▶ Work item: Only one stretch of the records below is wanted: the lines from the one holding "height:48px; margin:-24px; padding:0" through the one holding "font-size:40px; color:#1b2f5e; font-weight:700". Return it exactly, both ends included.

[Input for this task — start]

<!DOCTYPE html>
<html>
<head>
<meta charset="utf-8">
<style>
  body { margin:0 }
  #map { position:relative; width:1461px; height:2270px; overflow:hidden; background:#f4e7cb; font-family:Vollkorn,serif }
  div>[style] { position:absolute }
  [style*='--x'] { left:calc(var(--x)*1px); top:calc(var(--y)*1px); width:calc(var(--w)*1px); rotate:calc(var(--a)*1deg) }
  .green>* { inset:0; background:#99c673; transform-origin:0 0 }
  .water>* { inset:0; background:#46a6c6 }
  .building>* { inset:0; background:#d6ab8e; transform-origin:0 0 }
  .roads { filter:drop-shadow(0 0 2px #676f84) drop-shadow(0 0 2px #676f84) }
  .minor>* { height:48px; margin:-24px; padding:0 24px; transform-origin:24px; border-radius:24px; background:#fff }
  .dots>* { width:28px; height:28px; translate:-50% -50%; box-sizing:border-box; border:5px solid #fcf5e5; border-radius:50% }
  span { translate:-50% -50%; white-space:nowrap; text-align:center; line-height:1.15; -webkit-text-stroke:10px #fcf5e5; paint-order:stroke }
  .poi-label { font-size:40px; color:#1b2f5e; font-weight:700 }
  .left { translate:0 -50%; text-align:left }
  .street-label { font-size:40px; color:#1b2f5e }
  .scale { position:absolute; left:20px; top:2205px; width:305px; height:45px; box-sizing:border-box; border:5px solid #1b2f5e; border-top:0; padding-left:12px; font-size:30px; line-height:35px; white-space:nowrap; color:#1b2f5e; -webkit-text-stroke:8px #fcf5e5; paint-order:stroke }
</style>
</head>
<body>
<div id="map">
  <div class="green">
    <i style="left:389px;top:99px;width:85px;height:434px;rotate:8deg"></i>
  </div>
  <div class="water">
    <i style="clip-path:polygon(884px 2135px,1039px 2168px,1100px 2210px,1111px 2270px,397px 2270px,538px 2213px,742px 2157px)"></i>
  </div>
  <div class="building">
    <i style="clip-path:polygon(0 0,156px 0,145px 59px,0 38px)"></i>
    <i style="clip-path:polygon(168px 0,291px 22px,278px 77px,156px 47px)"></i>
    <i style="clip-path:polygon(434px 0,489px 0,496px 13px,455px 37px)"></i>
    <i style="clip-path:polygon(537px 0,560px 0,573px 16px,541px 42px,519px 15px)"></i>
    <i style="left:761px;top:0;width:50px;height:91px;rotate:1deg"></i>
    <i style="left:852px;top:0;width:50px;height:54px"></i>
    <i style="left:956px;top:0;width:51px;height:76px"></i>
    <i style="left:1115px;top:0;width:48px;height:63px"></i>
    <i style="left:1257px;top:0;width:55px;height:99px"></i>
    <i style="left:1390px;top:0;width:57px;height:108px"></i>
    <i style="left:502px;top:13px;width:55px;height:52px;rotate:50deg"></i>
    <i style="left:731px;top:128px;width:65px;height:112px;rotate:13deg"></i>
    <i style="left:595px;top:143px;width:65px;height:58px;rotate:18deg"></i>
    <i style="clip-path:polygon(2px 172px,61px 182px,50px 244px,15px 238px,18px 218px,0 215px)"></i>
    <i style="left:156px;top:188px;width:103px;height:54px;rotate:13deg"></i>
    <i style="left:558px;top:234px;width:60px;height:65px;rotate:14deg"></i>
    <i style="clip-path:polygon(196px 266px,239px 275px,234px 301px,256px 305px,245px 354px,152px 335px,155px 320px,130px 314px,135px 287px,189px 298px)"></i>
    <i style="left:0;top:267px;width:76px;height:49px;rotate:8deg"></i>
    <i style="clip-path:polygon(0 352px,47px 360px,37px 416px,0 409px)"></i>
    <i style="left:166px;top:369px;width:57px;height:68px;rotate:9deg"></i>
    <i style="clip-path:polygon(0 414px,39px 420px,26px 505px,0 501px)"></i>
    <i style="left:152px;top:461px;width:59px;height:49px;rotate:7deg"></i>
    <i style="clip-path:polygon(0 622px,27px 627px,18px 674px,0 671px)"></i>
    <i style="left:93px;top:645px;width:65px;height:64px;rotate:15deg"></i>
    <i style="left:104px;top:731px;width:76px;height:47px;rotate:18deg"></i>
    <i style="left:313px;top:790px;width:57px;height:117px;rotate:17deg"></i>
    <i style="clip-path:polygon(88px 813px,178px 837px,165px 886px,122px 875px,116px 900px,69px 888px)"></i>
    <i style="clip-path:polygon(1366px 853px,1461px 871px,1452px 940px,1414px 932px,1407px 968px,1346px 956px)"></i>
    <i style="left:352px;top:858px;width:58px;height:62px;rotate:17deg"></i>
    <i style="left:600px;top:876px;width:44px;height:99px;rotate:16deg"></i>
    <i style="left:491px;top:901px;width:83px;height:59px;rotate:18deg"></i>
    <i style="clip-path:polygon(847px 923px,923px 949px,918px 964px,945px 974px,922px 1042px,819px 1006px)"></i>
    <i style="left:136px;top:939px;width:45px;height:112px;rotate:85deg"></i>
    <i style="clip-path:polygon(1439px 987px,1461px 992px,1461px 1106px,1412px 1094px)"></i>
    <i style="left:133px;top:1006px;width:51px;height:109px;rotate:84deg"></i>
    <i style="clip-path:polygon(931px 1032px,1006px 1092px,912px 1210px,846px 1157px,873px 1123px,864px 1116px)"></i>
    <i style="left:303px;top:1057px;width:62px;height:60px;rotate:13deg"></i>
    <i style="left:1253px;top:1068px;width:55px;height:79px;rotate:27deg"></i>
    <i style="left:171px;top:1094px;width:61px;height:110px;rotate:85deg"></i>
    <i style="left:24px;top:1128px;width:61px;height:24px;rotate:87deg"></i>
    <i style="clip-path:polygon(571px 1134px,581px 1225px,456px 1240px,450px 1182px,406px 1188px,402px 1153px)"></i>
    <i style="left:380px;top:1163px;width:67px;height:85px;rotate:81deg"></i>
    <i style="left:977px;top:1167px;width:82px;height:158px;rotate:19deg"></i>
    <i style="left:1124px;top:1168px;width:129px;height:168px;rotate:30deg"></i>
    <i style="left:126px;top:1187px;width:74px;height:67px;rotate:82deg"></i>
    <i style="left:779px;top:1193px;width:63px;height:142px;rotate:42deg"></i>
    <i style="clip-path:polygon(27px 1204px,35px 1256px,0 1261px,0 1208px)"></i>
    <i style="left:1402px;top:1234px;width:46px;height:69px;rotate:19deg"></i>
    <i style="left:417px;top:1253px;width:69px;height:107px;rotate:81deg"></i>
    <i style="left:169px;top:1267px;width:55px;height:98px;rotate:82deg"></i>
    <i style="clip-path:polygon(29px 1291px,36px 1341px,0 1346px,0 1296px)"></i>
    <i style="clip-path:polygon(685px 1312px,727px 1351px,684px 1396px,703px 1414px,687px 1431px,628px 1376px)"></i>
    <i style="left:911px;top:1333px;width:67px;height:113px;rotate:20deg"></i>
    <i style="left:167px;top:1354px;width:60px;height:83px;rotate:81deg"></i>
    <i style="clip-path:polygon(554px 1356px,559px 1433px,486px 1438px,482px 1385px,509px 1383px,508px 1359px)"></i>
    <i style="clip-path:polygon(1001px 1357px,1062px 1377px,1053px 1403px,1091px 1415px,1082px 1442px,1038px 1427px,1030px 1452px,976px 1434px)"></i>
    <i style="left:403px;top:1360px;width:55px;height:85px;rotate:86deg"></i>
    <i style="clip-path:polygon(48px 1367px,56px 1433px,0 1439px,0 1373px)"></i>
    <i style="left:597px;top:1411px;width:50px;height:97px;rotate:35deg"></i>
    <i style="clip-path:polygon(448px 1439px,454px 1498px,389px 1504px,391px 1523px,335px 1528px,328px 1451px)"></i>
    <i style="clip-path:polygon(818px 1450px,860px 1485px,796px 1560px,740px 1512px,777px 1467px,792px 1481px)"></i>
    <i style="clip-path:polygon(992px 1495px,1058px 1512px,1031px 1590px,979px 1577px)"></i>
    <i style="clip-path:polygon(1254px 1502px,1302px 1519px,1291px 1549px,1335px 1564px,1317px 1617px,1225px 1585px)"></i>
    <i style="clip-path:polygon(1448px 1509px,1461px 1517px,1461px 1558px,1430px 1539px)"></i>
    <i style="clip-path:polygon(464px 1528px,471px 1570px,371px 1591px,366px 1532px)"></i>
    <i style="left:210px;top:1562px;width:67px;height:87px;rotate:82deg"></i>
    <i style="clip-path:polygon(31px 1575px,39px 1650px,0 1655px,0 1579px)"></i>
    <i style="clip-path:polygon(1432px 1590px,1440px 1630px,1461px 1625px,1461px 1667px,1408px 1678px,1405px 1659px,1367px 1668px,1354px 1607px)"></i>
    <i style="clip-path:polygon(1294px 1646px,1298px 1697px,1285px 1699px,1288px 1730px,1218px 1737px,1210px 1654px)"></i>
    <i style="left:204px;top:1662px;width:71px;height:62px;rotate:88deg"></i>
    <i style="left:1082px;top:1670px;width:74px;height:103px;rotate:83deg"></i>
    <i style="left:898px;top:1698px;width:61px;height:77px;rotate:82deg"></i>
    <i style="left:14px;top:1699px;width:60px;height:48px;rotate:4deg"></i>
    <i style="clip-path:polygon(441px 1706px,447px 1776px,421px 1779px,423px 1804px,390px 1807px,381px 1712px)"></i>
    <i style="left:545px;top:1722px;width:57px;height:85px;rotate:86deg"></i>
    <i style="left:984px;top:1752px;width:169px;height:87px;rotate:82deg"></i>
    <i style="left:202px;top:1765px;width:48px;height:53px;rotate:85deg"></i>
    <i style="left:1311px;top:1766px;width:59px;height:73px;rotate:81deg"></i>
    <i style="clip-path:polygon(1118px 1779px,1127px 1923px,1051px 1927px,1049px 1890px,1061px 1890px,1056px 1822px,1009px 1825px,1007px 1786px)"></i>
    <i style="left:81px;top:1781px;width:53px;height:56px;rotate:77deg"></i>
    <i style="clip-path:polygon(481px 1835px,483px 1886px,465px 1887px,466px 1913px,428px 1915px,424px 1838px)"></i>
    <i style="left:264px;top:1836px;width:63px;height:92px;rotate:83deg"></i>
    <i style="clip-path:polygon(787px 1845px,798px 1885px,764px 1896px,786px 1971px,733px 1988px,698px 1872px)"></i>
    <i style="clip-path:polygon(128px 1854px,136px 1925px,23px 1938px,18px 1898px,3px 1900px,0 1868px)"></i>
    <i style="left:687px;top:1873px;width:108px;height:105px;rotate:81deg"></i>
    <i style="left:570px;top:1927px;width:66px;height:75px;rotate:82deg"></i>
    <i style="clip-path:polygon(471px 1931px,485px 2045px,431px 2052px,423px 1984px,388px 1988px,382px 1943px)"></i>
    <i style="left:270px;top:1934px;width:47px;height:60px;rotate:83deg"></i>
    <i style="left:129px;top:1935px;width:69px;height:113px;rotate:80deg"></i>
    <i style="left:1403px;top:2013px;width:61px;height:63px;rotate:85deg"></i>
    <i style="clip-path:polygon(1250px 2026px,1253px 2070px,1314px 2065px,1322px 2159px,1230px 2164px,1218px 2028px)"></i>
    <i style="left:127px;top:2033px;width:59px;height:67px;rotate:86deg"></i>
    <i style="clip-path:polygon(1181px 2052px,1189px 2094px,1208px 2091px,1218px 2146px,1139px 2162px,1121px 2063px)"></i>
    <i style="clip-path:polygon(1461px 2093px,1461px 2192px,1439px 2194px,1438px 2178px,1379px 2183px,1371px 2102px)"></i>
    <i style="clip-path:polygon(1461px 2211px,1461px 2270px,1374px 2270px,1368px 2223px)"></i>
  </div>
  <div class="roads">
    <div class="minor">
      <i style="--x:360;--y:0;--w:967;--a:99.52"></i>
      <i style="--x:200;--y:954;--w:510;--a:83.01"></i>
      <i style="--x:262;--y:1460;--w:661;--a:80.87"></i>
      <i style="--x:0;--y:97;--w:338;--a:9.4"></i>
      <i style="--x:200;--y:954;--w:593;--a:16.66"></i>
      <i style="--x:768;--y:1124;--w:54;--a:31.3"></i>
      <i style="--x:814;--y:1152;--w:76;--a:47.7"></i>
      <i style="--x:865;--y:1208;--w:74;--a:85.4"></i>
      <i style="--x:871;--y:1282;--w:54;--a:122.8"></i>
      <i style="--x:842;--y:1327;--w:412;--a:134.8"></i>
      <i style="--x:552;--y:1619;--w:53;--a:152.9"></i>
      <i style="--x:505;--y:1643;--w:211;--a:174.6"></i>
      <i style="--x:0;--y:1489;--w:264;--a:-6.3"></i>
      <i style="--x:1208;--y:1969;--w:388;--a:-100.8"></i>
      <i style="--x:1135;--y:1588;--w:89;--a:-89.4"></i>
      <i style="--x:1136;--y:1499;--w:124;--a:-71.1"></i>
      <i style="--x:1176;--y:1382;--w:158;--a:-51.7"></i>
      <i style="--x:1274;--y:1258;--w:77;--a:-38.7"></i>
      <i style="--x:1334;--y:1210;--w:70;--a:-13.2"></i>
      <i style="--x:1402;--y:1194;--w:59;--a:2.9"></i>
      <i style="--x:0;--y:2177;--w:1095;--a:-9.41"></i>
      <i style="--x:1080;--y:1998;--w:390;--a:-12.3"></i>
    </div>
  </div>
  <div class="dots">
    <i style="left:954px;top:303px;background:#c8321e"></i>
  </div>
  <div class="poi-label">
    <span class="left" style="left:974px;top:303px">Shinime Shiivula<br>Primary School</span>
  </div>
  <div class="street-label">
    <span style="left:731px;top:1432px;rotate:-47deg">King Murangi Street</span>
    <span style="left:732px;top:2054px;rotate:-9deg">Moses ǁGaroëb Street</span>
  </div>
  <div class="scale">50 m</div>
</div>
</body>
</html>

[Input for this task — finish]

▶ Solution for this exercise:
  .minor>* { height:48px; margin:-24px; padding:0 24px; transform-origin:24px; border-radius:24px; background:#fff }
  .dots>* { width:28px; height:28px; translate:-50% -50%; box-sizing:border-box; border:5px solid #fcf5e5; border-radius:50% }
  span { translate:-50% -50%; white-space:nowrap; text-align:center; line-height:1.15; -webkit-text-stroke:10px #fcf5e5; paint-order:stroke }
  .poi-label { font-size:40px; color:#1b2f5e; font-weight:700 }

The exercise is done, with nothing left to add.